Targeting the wholesale market, the company found another cash cow; parties of the corporate world. People do drink a lot at parties, but a large section prefers low content of Alcohol. But even those people wanted unlimited energy to “party all night”. It is exactly here that Red Bull filled in the gaps. Its energy drink was promoted as a kind of magic that could keep a foot skipping around all night on the dance floor. Needless to say, it was propaganda. Due to the presence of caffeine and taurine, Red Bull simply blocked nerve receptors for a brief period.

Hyper-masculinity, extreme sports and Energy drinks

Red Bull became an instant success. Today companies like Monster Beverage, and Rockstar Energy among others are the other big names in the market alongside Red Bull. One common feature of these brands is that they have associated themselves with hyper-masculinity.

As feminism spread its reach, western masculinity had started to take feminine hits and it was on a decline. Men needed meaning in their lives, and extreme sport is what every man desires deep in his heart.

Companies took advantage of this aspect, and today these companies sponsor almost every major sports event. On the back of it, due to the visuals of players taking energy drinks, companies made massive returns on investments. Red Bull alone is a hot product in 172 countries, and its annual sales are only increasing at a double-digit rate every year.

These companies have diversified their product portfolios as well. Through their new products, they are claiming that they will solve the problem created by their products. For example, to lure customers who have realized that sugar content in these drinks is dangerous high as they cause diabetes and help put on weight, the companies launched products claiming them to be sugar-free and zero-calorie. All it did was induce some changes in the product description and people splurged their money on them. In fact, now these energy drinks come in different flavours as well.

A fortune built on a sham

The original content has been diluted to such an extent that it is next to impossible to find it in the market. By tampering with the packing, companies have removed the label of medical products from these drinks. Before Red Bull, these drinks were mainly sold in pharmacies, particularly in Asia and other places just freed from the clutches of colonialism. Energy drinks were originally ‘sick man’s drink’. Now, it is a sign of social status. Talk about a turnaround, huh!

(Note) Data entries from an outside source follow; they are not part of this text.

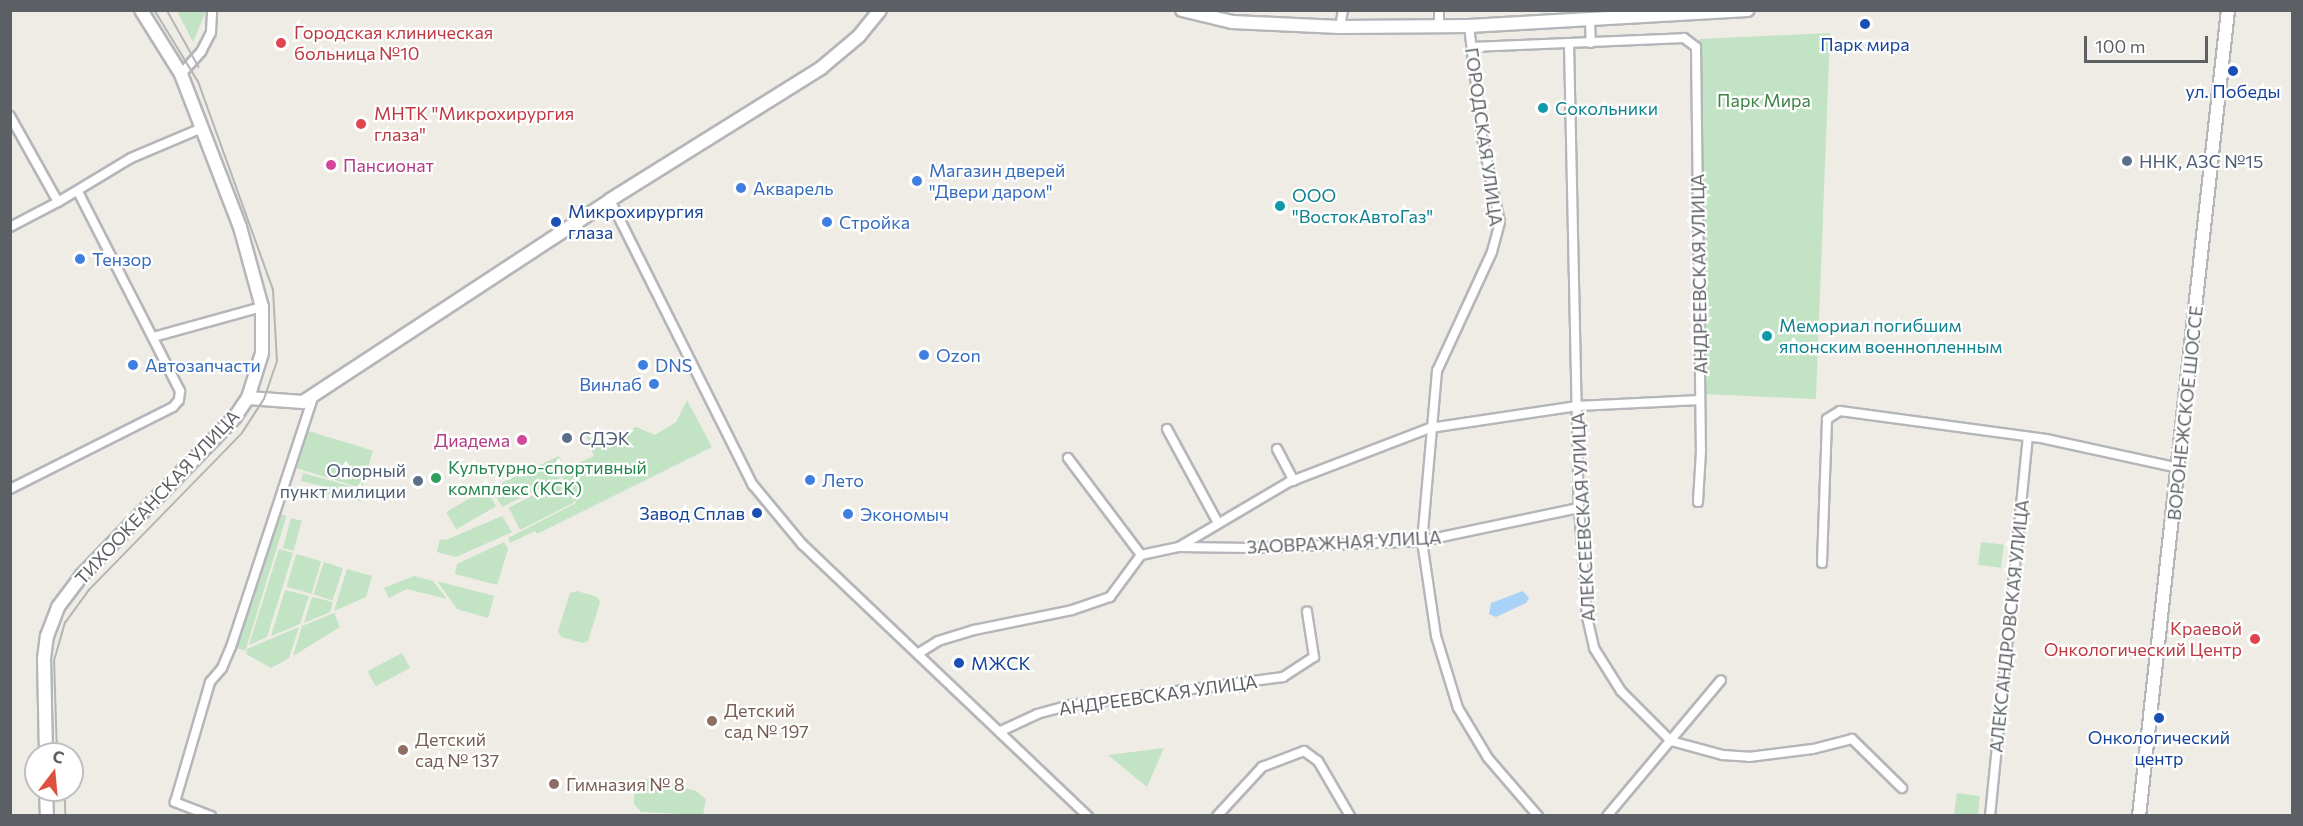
<!DOCTYPE html>
<meta charset="utf-8">
<style>
body{margin:0}
#map{position:relative;width:2303px;height:826px;overflow:hidden;background:#eeece4;font-family:Commissioner,sans-serif}
div>[style]{position:absolute}
[style*='--x']{left:calc(var(--x)*1px);top:calc(var(--y)*1px);width:calc(var(--w)*1px);rotate:calc(var(--a)*1deg)}
.green>*{inset:0;background:#c2e3c4;transform-origin:0 0}
.water>*{inset:0;background:#a9d2f9}
.roads{filter:drop-shadow(2px 0 #b5b6ba) drop-shadow(-2px 0 #b5b6ba) drop-shadow(0 2px #b5b6ba) drop-shadow(0 -2px #b5b6ba)}
.street>*{height:8px;margin:-4px;padding:0 4px;transform-origin:4px;border-radius:4px;background:#fff}
.secondary>*{height:12px;margin:-6px;padding:0 6px;transform-origin:6px;border-radius:6px;background:#fff}
.tram>*{height:1.5px;margin:-0.75px;padding:0 0.75px;transform-origin:0.75px;border-radius:0.75px;background:#b4b5b5}
.dots>*{width:16px;height:16px;translate:-50% -50%;box-sizing:border-box;border:3px solid #fff;border-radius:50%}
span{translate:-50% -50%;white-space:nowrap;text-align:center;line-height:1.15;-webkit-text-stroke:4.5px #fff;paint-order:stroke}
.health-label{font-size:18px;color:#be3a42}
.left{translate:0 -50%;text-align:left}
.right{translate:-100% -50%;text-align:right}
.transit-label{font-size:18px;color:#164399}
.park-label{font-size:18px;color:#3b8343}
.culture-label{font-size:18px;color:#0d838f}
.street-label{font-size:18px;color:#5c5f64}
.service-label{font-size:18px;color:#4e5e75}
.hotel-label{font-size:18px;color:#b23c85}
.shop-label{font-size:18px;color:#366cbe}
.leisure-label{font-size:18px;color:#27864d}
.education-label{font-size:18px;color:#785e54}
.frame{position:absolute;inset:0;border:12px solid #5c5f64;pointer-events:none}
.north{position:absolute;left:24px;top:742px;width:60px;height:60px;box-sizing:border-box;background:#fff;border:2px solid #bebfc1;border-radius:50%;rotate:16deg;font-size:16px;font-weight:700;line-height:24px;text-align:center;color:#5c5f64}
.north::after{content:'';display:block;margin:auto;width:21px;height:27px;background:#dd503b;clip-path:polygon(50% 0,100% 100%,50% 72%,0 100%)}
.scale{position:absolute;left:2084px;top:36px;width:124px;height:27px;box-sizing:border-box;border:3px solid #5c5f64;border-top:0;padding-left:8px;font-size:18px;line-height:21px;white-space:nowrap;color:#5c5f64;-webkit-text-stroke:4px #fff;paint-order:stroke}
</style>
<div id="map">
<div class="green">
<i style="clip-path:polygon(177px 11px,206px 11px,193px 42px)"></i>
<i style="clip-path:polygon(1830px 33px,1816px 399px,1704px 394px,1699px 39px)"></i>
<i style="clip-path:polygon(687px 400px,712px 447px,537px 534px,535px 531px,510px 543px,508px 538px,576px 503px,562px 477px,502px 507px,491px 488px,559px 456px,566px 469px,594px 456px,586px 435px,593px 432px,602px 445px,636px 427px,655px 435px,676px 422px)"></i>
<i style="left:305px;top:430px;width:71px;height:39px;rotate:17deg"></i>
<i style="clip-path:polygon(303px 473px,364px 490px,361px 502px,335px 490px,333px 495px,321px 492px,322px 486px,301px 481px)"></i>
<i style="left:563px;top:480px;width:25px;height:61px;rotate:63deg"></i>
<i style="left:486px;top:489px;width:20px;height:46px;rotate:60deg"></i>
<i style="left:277px;top:513px;width:10px;height:141px;rotate:17deg"></i>
<i style="clip-path:polygon(502px 516px,512px 532px,456px 557px,437px 552px,440px 539px,446px 540px)"></i>
<i style="left:291px;top:518px;width:11px;height:31px;rotate:15deg"></i>
<i style="clip-path:polygon(504px 542px,508px 549px,497px 585px,455px 574px,457px 564px)"></i>
<i style="left:1981px;top:542px;width:23px;height:23px;rotate:7deg"></i>
<i style="clip-path:polygon(279px 549px,293px 553px,267px 637px,249px 645px)"></i>
<i style="left:296px;top:554px;width:26px;height:34px;rotate:16deg"></i>
<i style="left:324px;top:562px;width:20px;height:34px;rotate:18deg"></i>
<i style="clip-path:polygon(347px 569px,372px 576px,366px 597px,334px 611px)"></i>
<i style="clip-path:polygon(414px 576px,433px 581px,447px 599px,407px 589px,389px 598px,384px 588px)"></i>
<i style="clip-path:polygon(437px 581px,494px 596px,488px 618px,457px 609px)"></i>
<i style="clip-path:polygon(285px 590px,309px 596px,300px 624px,271px 636px)"></i>
<i style="clip-path:polygon(577px 591px,597px 597px,600px 602px,588px 641px,583px 643px,561px 637px,558px 631px,570px 593px)"></i>
<i style="clip-path:polygon(312px 597px,333px 602px,330px 612px,304px 623px)"></i>
<i style="clip-path:polygon(334px 613px,340px 627px,293px 656px,302px 626px)"></i>
<i style="clip-path:polygon(299px 627px,289px 658px,271px 668px,246px 654px,247px 649px)"></i>
<i style="left:402px;top:653px;width:17px;height:39px;rotate:62deg"></i>
<i style="clip-path:polygon(1164px 748px,1147px 787px,1108px 755px)"></i>
<i style="clip-path:polygon(651px 778px,696px 791px,706px 799px,703px 815px,641px 812px,634px 804px,634px 792px,640px 781px)"></i>
<i style="clip-path:polygon(1957px 793px,1980px 796px,1978px 815px,1954px 815px)"></i>
</div>
<div class="water">
<i style="clip-path:polygon(1523px 591px,1529px 598px,1526px 603px,1496px 617px,1489px 614px,1491px 603px)"></i>
</div>
<div class="roads">
<div class="street">
<i style="--x:1590;--y:20;--w:23;--a:88"></i>
<i style="--x:1439;--y:26;--w:16;--a:-90"></i>
<i style="--x:1469;--y:26;--w:118;--a:83.2"></i>
<i style="--x:1483;--y:143;--w:81;--a:77.9"></i>
<i style="--x:1500;--y:222;--w:31;--a:105"></i>
<i style="--x:1492;--y:252;--w:131;--a:114.8"></i>
<i style="--x:1437;--y:371;--w:171;--a:95"></i>
<i style="--x:1422;--y:541;--w:96;--a:81.6"></i>
<i style="--x:1436;--y:636;--w:75;--a:73"></i>
<i style="--x:1458;--y:708;--w:58;--a:59"></i>
<i style="--x:1488;--y:758;--w:77;--a:49.2"></i>
<i style="--x:1340;--y:27;--w:17;--a:-80"></i>
<i style="--x:1569;--y:43;--w:465;--a:88.8"></i>
<i style="--x:1579;--y:508;--w:109;--a:85.8"></i>
<i style="--x:1587;--y:617;--w:32;--a:77"></i>
<i style="--x:1594;--y:648;--w:51;--a:57.9"></i>
<i style="--x:1621;--y:691;--w:71;--a:45"></i>
<i style="--x:1671;--y:741;--w:54;--a:15.1"></i>
<i style="--x:1723;--y:755;--w:26;--a:4"></i>
<i style="--x:1749;--y:757;--w:64;--a:-7.1"></i>
<i style="--x:1813;--y:749;--w:40;--a:-14.4"></i>
<i style="--x:1852;--y:739;--w:70;--a:44.4"></i>
<i style="--x:1472;--y:47;--w:212;--a:-2.4"></i>
<i style="--x:1684;--y:38;--w:15;--a:37"></i>
<i style="--x:1696;--y:47;--w:404;--a:89.3"></i>
<i style="--x:1701;--y:451;--w:51;--a:93.4"></i>
<i style="--x:181;--y:74;--w:30;--a:-48"></i>
<i style="--x:201;--y:52;--w:22;--a:-63"></i>
<i style="--x:211;--y:32;--w:22;--a:-87"></i>
<i style="--x:10;--y:116;--w:98;--a:60.8"></i>
<i style="--x:58;--y:202;--w:85;--a:-31.1"></i>
<i style="--x:131;--y:158;--w:77;--a:-22.9"></i>
<i style="--x:610;--y:200;--w:319;--a:63.4"></i>
<i style="--x:753;--y:485;--w:77;--a:50.3"></i>
<i style="--x:802;--y:544;--w:395;--a:43.6"></i>
<i style="--x:10;--y:227;--w:54;--a:-27.5"></i>
<i style="--x:153;--y:337;--w:113;--a:-15.4"></i>
<i style="--x:1167;--y:429;--w:107;--a:61.5"></i>
<i style="--x:1277;--y:449;--w:36;--a:62"></i>
<i style="--x:1068;--y:458;--w:121;--a:53"></i>
<i style="--x:10;--y:489;--w:182;--a:-26.7"></i>
<i style="--x:173;--y:407;--w:9;--a:-49"></i>
<i style="--x:179;--y:400;--w:9;--a:-84"></i>
<i style="--x:180;--y:391;--w:224;--a:-117.1"></i>
<i style="--x:1179;--y:547;--w:72;--a:0.8"></i>
<i style="--x:1251;--y:548;--w:171;--a:-2.3"></i>
<i style="--x:1422;--y:541;--w:160;--a:-11.9"></i>
<i style="--x:1822;--y:563;--w:144;--a:-88"></i>
<i style="--x:1827;--y:419;--w:15;--a:-32"></i>
<i style="--x:1840;--y:411;--w:208;--a:7.7"></i>
<i style="--x:2046;--y:439;--w:136;--a:12.3"></i>
<i style="--x:919;--y:653;--w:22;--a:-32"></i>
<i style="--x:938;--y:641;--w:38;--a:-17"></i>
<i style="--x:974;--y:630;--w:100;--a:-11.5"></i>
<i style="--x:1072;--y:610;--w:40;--a:-18.9"></i>
<i style="--x:1110;--y:597;--w:52;--a:-53.6"></i>
<i style="--x:1141;--y:555;--w:39;--a:-12"></i>
<i style="--x:1179;--y:547;--w:128;--a:-30.6"></i>
<i style="--x:1289;--y:482;--w:151;--a:-21"></i>
<i style="--x:1430;--y:428;--w:149;--a:-8.5"></i>
<i style="--x:1577;--y:406;--w:123;--a:-2.8"></i>
<i style="--x:1001;--y:731;--w:40;--a:-25"></i>
<i style="--x:1037;--y:714;--w:34;--a:-15"></i>
<i style="--x:1070;--y:705;--w:215;--a:-7.5"></i>
<i style="--x:1283;--y:677;--w:37;--a:-33"></i>
<i style="--x:1314;--y:657;--w:46;--a:-98.8"></i>
<i style="--x:211;--y:816;--w:39;--a:-159"></i>
<i style="--x:175;--y:802;--w:125;--a:-73.7"></i>
<i style="--x:210;--y:682;--w:18;--a:-49"></i>
<i style="--x:222;--y:668;--w:23;--a:-67"></i>
<i style="--x:231;--y:647;--w:265;--a:-71.8"></i>
<i style="--x:1217;--y:816;--w:67;--a:-47.4"></i>
<i style="--x:1262;--y:767;--w:45;--a:-20.9"></i>
<i style="--x:1304;--y:751;--w:17;--a:36"></i>
<i style="--x:1318;--y:761;--w:64;--a:59.8"></i>
<i style="--x:1607;--y:816;--w:177;--a:-50"></i>
<i style="--x:1990;--y:816;--w:381;--a:-84.3"></i>
</div>
<div class="secondary">
<i style="--x:1182;--y:10;--w:51;--a:13.5"></i>
<i style="--x:1232;--y:22;--w:108;--a:2.7"></i>
<i style="--x:1340;--y:27;--w:129;--a:-0.4"></i>
<i style="--x:1469;--y:26;--w:279;--a:-3.3"></i>
<i style="--x:248;--y:398;--w:55;--a:4.2"></i>
<i style="--x:303;--y:402;--w:367;--a:-33.3"></i>
<i style="--x:610;--y:200;--w:249;--a:-32"></i>
<i style="--x:821;--y:68;--w:50;--a:-40.1"></i>
<i style="--x:859;--y:36;--w:33;--a:-51"></i>
<i style="--x:46;--y:754;--w:95;--a:-91.2"></i>
<i style="--x:44;--y:659;--w:23;--a:-83"></i>
<i style="--x:47;--y:636;--w:31;--a:-69"></i>
<i style="--x:58;--y:607;--w:39;--a:-53"></i>
<i style="--x:81;--y:576;--w:221;--a:-45.9"></i>
<i style="--x:235;--y:417;--w:23;--a:-56"></i>
<i style="--x:248;--y:398;--w:47;--a:-72.7"></i>
<i style="--x:262;--y:353;--w:46;--a:-90"></i>
<i style="--x:262;--y:307;--w:83;--a:-105.4"></i>
<i style="--x:240;--y:227;--w:164;--a:-111.1"></i>
<i style="--x:181;--y:74;--w:75;--a:-122"></i>
<i style="--x:46;--y:790;--w:26;--a:88"></i>
<i style="--x:2139;--y:816;--w:811;--a:-83.7"></i>
</div>
</div>
<div class="tram">
<i style="--x:167;--y:10;--w:65;--a:60.7"></i>
<i style="--x:57;--y:754;--w:93;--a:-91.8"></i>
<i style="--x:54;--y:661;--w:40;--a:-74"></i>
<i style="--x:65;--y:623;--w:41;--a:-54"></i>
<i style="--x:89;--y:590;--w:219;--a:-45.7"></i>
<i style="--x:242;--y:433;--w:40;--a:-57.1"></i>
<i style="--x:264;--y:399;--w:39;--a:-71"></i>
<i style="--x:277;--y:362;--w:72;--a:-93.2"></i>
<i style="--x:273;--y:290;--w:221;--a:-109.8"></i>
<i style="--x:198;--y:82;--w:84;--a:-121.4"></i>
<i style="--x:65;--y:790;--w:26;--a:88"></i>
</div>
<div class="dots">
<i style="left:1865px;top:24px;background:#1a4fb4"></i>
<i style="left:281px;top:43px;background:#e0444e"></i>
<i style="left:2233px;top:71px;background:#1a4fb4"></i>
<i style="left:1543px;top:108px;background:#0f9aa8"></i>
<i style="left:361px;top:124px;background:#e0444e"></i>
<i style="left:2127px;top:161px;background:#5c6f8a"></i>
<i style="left:331px;top:165px;background:#d1479c"></i>
<i style="left:917px;top:181px;background:#3f7fe0"></i>
<i style="left:741px;top:188px;background:#3f7fe0"></i>
<i style="left:1280px;top:206px;background:#0f9aa8"></i>
<i style="left:556px;top:222px;background:#1a4fb4"></i>
<i style="left:827px;top:222px;background:#3f7fe0"></i>
<i style="left:80px;top:259px;background:#3f7fe0"></i>
<i style="left:1767px;top:336px;background:#0f9aa8"></i>
<i style="left:924px;top:355px;background:#3f7fe0"></i>
<i style="left:133px;top:365px;background:#3f7fe0"></i>
<i style="left:643px;top:365px;background:#3f7fe0"></i>
<i style="left:654px;top:384px;background:#3f7fe0"></i>
<i style="left:567px;top:438px;background:#5c6f8a"></i>
<i style="left:522px;top:440px;background:#d1479c"></i>
<i style="left:436px;top:478px;background:#2e9e5b"></i>
<i style="left:810px;top:480px;background:#3f7fe0"></i>
<i style="left:418px;top:481px;background:#5c6f8a"></i>
<i style="left:757px;top:513px;background:#1a4fb4"></i>
<i style="left:848px;top:514px;background:#3f7fe0"></i>
<i style="left:2255px;top:639px;background:#e0444e"></i>
<i style="left:959px;top:663px;background:#1a4fb4"></i>
<i style="left:2159px;top:718px;background:#1a4fb4"></i>
<i style="left:712px;top:721px;background:#8d6e63"></i>
<i style="left:403px;top:750px;background:#8d6e63"></i>
<i style="left:554px;top:784px;background:#8d6e63"></i>
</div>
<div class="health-label">
<span class="left" style="left:294px;top:43px">Городская клиническая<br>больница №10</span>
<span class="left" style="left:374px;top:124px">МНТК "Микрохирургия<br>глаза"</span>
<span class="right" style="left:2242px;top:639px">Краевой<br>Онкологический Центр</span>
</div>
<div class="transit-label">
<span style="left:1865px;top:44px">Парк мира</span>
<span style="left:2233px;top:91px">ул. Победы</span>
<span class="left" style="left:568px;top:222px">Микрохирургия<br>глаза</span>
<span class="right" style="left:745px;top:513px">Завод Сплав</span>
<span class="left" style="left:971px;top:663px">МЖСК</span>
<span style="left:2159px;top:748px">Онкологический<br>центр</span>
</div>
<div class="park-label">
<span style="left:1764px;top:100px">Парк Мира</span>
</div>
<div class="culture-label">
<span class="left" style="left:1555px;top:108px">Сокольники</span>
<span class="left" style="left:1292px;top:206px">ООО<br>"ВостокАвтоГаз"</span>
<span class="left" style="left:1779px;top:336px">Мемориал погибшим<br>японским военнопленным</span>
</div>
<div class="street-label">
<span style="left:1484px;top:137px;rotate:82deg">ГОРОДСКАЯ УЛИЦА</span>
<span style="left:1699px;top:274px;rotate:-91deg">АНДРЕЕВСКАЯ УЛИЦА</span>
<span style="left:2185px;top:413px;rotate:-84deg">ВОРОНЕЖСКОЕ ШОССЕ</span>
<span style="left:157px;top:497px;rotate:-47deg">ТИХООКЕАНСКАЯ УЛИЦА</span>
<span style="left:1583px;top:517px;rotate:-93deg">АЛЕКСЕЕВСКАЯ УЛИЦА</span>
<span style="left:1344px;top:542px;rotate:-3deg">ЗАОВРАЖНАЯ УЛИЦА</span>
<span style="left:2009px;top:626px;rotate:-84deg">АЛЕКСАНДРОВСКАЯ УЛИЦА</span>
<span style="left:1158px;top:695px;rotate:-8deg">АНДРЕЕВСКАЯ УЛИЦА</span>
</div>
<div class="service-label">
<span class="left" style="left:2139px;top:161px">ННК, АЗС №15</span>
<span class="left" style="left:579px;top:438px">СДЭК</span>
<span class="right" style="left:406px;top:481px">Опорный<br>пункт милиции</span>
</div>
<div class="hotel-label">
<span class="left" style="left:343px;top:165px">Пансионат</span>
<span class="right" style="left:510px;top:440px">Диадема</span>
</div>
<div class="shop-label">
<span class="left" style="left:929px;top:181px">Магазин дверей<br>"Двери даром"</span>
<span class="left" style="left:753px;top:188px">Акварель</span>
<span class="left" style="left:839px;top:222px">Стройка</span>
<span class="left" style="left:92px;top:259px">Тензор</span>
<span class="left" style="left:936px;top:355px">Ozon</span>
<span class="left" style="left:145px;top:365px">Автозапчасти</span>
<span class="left" style="left:655px;top:365px">DNS</span>
<span class="right" style="left:642px;top:384px">Винлаб</span>
<span class="left" style="left:822px;top:480px">Лето</span>
<span class="left" style="left:860px;top:514px">Экономыч</span>
</div>
<div class="leisure-label">
<span class="left" style="left:448px;top:478px">Культурно-спортивный<br>комплекс (КСК)</span>
</div>
<div class="education-label">
<span class="left" style="left:724px;top:721px">Детский<br>сад № 197</span>
<span class="left" style="left:415px;top:750px">Детский<br>сад № 137</span>
<span class="left" style="left:566px;top:784px">Гимназия № 8</span>
</div>
<div class="frame"></div>
<div class="north">С</div>
<div class="scale">100 m</div>
</div>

The annual turnover of the global energy drinks market is expected to reach $53.1 billion by the end of the year. Within 5 years, this number will touch $86.1 billion with a CAGR of 7.1 per cent.

In India, the market is slated to grow at a higher rate of 9.98 per cent. It is because the Indian consumer spending is expected to register an uptick and companies are prepared for it. There are more product varieties available to an Indian consumer than an average Tom of the western world. With its launch of Sting in 2017, PepsiCo Inc. kicked off the process of competition and soon other companies followed up and they are doing it extravagantly.

People need to get over energy drinks

However, the fact of the matter is that at a much lesser price, the average Indian worker drinks a glass of ‘sattu’ and toils for 4 to 5 hours before having lunch. These Carbonated drinks are nothing but highly manipulated products, designed to pull money from the bank accounts of the consumers. No one is looking at its dangerous consequences. Today, it not only blocks your ability to stay in touch with circadian rhythm but also your ability to realize that something like this is even happening to us.

But who cares? If something is an indication of social status, people will run behind it like a bloodthirsty hound salivating for meat. This is the main addiction that society needs to fight off. Chemical addiction is just a subset of it.